More modern Formula 1 activity was covered by an 87/88C that was used by Gerhard Berger en route to third place in the 1988 World Championship, beaten only by the battling duo of Ayrton Senna and Alain Prost.

Antwerp is not primarily about exotica though; whilst there are plenty of other rare and unusual vehicles to be found, it is also an event where more mundane machinery gets a look-in. Thus it was that the concours judges found themselves selecting as ‘Best in Show’ a rather superb Mercedes-Benz 280SE Cabriolet that was actually a hire car! The green machine would make the ideal holiday tourer. The concours classes were split into three ages groups, the earliest being for vehicles from 1885-1995, where first prize was awarded to a Talbot Lago whilst second went to a rather splendid MG TD.

The MG was offered for sale privately by the very engaging Stephan Mackertich, who lives in France, and had taken the MG in part exchange for a Jaguar E-Type. The English owner of the MG had apparently bought it fresh from a superb restoration and having driven it only a few miles decided an E-Type was what he really wanted. By contrast, Mackertich was also showing an unrestored LHD 1952 Morris Minor Convertible that he had brought in from Sri Lanka where it had originally been owned by a diplomat. The green car was well-patinated and the owner was inclined to keep it that way.

Again, in the 1956-1975 class it was the second-place car that had a lot of appeal, being a 1967 Alpine A11 in rarer cabriolet form but in the end it was just pipped by a Borgward. Alpine of course is very much in the news with the launch of the new A110. A Volvo might sound like an unusual choice, but the judges awarded the 1976-1990 class to a Belgian-built 1983 Volvo 240 Turbo that had been superbly restored by its passionate private owner at a cost of some 40,000 euros. The judges felt the fact that this was the work of an enthusiast rather than a restoration company deserved recognition and so it won out over a very low mileage 1988 Morgan +8 that local dealers Oldtimer Farm are selling. Third in that class went to an MVS Venturi Cup, not a marque seen too often at shows.

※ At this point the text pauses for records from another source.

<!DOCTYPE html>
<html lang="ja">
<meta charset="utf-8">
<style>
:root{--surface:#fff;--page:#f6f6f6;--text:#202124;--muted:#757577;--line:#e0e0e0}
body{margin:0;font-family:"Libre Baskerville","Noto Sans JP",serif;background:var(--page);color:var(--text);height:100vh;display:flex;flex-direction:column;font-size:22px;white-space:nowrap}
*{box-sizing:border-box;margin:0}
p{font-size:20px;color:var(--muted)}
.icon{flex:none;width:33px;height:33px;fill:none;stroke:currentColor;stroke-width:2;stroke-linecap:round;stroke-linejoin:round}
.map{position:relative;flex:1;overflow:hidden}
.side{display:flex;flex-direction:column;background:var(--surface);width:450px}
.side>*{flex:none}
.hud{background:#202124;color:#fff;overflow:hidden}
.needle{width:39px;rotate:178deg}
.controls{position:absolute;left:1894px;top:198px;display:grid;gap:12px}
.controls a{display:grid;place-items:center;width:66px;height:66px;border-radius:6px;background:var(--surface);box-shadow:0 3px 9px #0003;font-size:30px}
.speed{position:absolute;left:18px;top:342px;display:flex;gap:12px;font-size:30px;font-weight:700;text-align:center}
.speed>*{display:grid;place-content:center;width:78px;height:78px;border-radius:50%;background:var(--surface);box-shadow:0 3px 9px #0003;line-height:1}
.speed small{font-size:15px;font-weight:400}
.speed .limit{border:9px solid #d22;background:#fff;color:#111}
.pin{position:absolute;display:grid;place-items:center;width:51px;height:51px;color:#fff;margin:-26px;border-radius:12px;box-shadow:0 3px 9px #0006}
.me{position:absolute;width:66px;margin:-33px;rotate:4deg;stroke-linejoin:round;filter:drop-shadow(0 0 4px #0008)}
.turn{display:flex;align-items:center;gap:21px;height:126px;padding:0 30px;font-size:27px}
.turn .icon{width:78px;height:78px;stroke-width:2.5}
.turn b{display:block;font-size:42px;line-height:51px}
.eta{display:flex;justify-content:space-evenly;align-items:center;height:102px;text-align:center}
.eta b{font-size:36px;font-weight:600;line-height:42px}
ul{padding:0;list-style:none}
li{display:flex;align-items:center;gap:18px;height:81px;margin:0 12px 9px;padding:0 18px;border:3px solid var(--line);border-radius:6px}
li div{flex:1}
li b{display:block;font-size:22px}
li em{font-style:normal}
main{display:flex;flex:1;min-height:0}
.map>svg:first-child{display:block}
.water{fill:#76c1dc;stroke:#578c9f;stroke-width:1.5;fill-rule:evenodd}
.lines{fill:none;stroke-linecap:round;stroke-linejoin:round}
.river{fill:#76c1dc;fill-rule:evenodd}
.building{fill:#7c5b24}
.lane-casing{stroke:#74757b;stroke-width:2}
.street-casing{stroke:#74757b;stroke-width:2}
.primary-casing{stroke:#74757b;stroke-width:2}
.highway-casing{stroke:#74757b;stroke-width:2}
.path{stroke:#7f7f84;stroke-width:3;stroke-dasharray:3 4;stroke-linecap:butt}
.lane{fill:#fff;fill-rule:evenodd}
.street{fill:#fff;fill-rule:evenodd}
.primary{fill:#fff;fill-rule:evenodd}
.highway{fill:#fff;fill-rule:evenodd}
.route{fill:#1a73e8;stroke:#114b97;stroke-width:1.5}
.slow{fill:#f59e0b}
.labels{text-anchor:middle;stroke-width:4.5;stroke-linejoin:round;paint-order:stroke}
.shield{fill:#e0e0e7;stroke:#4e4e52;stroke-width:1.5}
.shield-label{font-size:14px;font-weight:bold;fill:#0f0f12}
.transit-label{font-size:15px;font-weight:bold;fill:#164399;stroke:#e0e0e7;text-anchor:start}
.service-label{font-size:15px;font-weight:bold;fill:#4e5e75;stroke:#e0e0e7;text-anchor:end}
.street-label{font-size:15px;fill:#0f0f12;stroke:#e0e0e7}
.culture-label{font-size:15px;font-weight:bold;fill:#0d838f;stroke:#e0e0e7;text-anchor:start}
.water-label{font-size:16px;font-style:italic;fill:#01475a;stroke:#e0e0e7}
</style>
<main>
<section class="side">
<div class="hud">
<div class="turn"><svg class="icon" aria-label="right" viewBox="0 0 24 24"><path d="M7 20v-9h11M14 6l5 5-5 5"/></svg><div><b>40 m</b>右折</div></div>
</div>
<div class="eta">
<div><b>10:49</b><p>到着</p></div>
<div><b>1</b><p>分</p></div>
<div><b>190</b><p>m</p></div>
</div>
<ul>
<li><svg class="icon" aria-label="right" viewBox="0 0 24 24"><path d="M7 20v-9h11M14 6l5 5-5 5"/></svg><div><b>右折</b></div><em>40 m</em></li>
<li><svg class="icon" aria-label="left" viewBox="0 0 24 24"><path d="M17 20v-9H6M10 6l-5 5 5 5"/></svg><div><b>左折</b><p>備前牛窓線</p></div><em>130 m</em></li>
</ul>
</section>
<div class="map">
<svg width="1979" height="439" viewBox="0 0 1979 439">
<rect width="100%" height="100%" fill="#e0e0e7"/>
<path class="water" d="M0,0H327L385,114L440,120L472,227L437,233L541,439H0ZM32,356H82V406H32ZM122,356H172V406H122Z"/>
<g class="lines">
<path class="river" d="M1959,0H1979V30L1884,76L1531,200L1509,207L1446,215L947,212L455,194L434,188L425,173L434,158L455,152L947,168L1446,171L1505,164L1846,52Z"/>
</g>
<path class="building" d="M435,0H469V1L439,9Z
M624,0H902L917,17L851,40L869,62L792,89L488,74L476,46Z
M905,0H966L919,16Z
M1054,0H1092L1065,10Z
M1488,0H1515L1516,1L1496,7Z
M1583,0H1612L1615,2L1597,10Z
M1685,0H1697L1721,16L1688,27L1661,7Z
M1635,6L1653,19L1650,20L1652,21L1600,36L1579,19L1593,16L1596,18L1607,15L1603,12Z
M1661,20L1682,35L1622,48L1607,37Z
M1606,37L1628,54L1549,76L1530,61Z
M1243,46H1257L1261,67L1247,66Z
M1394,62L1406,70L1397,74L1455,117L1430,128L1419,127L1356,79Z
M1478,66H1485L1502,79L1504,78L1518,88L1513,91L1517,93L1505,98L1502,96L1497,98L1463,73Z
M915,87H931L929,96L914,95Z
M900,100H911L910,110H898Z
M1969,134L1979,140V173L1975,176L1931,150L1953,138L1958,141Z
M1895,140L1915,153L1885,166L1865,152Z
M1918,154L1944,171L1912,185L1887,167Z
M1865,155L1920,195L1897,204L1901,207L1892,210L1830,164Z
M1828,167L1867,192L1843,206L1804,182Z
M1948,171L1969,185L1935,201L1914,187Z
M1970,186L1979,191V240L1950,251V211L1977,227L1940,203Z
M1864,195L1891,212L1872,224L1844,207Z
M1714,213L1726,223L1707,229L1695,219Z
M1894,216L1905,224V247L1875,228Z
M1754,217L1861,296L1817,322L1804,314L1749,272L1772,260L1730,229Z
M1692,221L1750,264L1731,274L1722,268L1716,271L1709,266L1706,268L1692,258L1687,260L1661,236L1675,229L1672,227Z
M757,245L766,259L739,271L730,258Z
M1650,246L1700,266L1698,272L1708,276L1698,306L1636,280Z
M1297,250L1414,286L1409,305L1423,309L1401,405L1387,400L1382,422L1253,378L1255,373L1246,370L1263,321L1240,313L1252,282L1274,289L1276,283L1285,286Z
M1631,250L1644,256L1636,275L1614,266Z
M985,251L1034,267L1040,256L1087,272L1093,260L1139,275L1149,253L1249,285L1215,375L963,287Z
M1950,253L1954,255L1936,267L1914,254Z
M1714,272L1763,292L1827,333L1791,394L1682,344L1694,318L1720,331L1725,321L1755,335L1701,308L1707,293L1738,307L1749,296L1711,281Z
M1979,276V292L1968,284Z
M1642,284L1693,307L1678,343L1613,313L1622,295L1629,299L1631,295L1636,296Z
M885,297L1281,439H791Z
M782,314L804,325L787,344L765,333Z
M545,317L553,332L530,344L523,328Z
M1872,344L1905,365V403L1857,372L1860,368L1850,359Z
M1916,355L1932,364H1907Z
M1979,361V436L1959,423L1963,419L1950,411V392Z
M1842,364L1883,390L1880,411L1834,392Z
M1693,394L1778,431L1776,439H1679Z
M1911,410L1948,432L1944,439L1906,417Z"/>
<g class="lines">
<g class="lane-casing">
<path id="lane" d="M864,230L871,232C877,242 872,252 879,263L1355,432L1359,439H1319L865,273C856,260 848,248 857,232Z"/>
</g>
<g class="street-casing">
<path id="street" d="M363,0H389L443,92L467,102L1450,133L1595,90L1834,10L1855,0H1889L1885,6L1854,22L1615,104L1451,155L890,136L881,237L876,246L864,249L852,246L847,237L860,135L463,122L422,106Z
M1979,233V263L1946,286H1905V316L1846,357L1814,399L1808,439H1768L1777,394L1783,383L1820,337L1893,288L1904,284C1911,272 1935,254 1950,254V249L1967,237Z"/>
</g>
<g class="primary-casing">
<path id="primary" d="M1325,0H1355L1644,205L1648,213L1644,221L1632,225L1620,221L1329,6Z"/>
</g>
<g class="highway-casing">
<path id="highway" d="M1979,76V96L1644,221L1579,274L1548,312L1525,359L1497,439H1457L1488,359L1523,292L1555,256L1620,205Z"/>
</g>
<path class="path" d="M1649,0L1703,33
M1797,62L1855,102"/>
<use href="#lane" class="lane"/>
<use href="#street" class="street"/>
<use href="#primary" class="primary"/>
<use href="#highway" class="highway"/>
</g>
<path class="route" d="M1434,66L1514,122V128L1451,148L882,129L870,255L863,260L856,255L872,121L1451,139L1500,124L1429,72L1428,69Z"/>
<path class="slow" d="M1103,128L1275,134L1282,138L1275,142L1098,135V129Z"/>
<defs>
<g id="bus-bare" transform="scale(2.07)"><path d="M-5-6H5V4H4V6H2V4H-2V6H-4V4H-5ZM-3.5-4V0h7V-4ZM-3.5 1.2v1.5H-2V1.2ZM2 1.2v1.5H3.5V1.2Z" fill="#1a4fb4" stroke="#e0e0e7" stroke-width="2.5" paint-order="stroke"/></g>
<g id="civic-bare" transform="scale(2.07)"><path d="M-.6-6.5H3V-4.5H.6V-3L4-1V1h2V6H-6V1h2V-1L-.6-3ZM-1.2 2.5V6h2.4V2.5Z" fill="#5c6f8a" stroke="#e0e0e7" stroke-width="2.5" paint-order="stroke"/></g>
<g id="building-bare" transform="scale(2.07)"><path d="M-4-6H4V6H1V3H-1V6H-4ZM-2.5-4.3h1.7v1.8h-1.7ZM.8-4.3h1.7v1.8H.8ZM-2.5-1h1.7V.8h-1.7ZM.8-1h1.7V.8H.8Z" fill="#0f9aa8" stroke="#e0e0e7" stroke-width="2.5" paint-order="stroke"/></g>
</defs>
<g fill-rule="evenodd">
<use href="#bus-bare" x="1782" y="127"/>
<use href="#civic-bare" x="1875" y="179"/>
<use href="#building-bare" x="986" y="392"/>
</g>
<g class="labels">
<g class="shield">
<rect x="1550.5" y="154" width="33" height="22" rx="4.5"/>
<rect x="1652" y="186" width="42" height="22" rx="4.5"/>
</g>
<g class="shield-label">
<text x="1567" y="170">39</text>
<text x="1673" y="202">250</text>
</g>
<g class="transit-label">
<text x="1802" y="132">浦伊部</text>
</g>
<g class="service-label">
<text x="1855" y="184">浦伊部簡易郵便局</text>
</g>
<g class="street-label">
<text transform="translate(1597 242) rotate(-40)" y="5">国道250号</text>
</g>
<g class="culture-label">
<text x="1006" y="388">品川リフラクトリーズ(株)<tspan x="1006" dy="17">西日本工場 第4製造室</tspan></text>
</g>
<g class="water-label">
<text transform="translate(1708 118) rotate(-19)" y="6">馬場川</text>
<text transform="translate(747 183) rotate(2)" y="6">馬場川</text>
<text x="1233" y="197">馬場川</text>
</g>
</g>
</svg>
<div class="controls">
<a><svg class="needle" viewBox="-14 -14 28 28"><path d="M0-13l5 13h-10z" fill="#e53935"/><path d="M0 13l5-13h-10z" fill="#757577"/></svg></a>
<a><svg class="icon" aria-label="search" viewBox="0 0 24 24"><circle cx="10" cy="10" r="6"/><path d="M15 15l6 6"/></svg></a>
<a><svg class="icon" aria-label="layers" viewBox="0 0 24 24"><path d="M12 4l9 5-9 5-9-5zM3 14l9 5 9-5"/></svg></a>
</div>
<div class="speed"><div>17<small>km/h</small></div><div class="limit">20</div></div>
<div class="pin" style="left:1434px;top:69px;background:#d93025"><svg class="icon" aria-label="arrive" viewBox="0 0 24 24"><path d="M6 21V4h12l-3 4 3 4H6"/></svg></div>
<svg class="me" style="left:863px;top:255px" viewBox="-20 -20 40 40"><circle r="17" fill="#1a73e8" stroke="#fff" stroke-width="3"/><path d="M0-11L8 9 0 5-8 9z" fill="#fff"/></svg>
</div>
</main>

One hall at Antwerp is devoted to club stands and as ever the range of ingenuity and machinery on display covered the full spectrum, with everything from microcars to the mighty lime green Plymouth Hemicuda that local club Scuderia Antverpia was displaying. British brands were well represented, from Austin-Healey to Rolls Royce, the Healey club showing a rare Rolls-powered car. Aside from the Plymouth, Americana was also prominent, in particular by the Belgian Mustang Club, and from the ’40s & ’50s there was a monster hearse. Closer to home, Minerva was a local manufacturer with a factory not far from Antwerp and, although cars have not been built since the war, there is still a keen following. The factory was requisitioned by the Luftwaffe to use as a repair centre for fighter aircraft during World War Two, so not surprisingly, it was bombed by the Allies. Post war the company did for a time assemble Land Rovers, primarily for military use.

Amongst the rarities to be found was a Brazilian-built Volkswagen SP2. Dating from the mid-seventies it was an attractive sports coupe based on the period VW Variant chassis with a rear-mounted 1700cc flat four air-cooled engine. It was never officially imported into Europe so is quite sought-after. Almost as rare but very much in as-found condition was a Saab 92, whilst a Mercedes 190SL also posed as a barn find. At the opposite end of the scale, with unpainted body panels, was the superb 1934 MG Type P-Q owned by Gaston Lenaerts.

A busy autojumble and private car sale area rounds out the delights of Antwerp Classic Salon, an event which seems to steadily improve year on year. Always held on the first weekend in March, it is well worth a visit.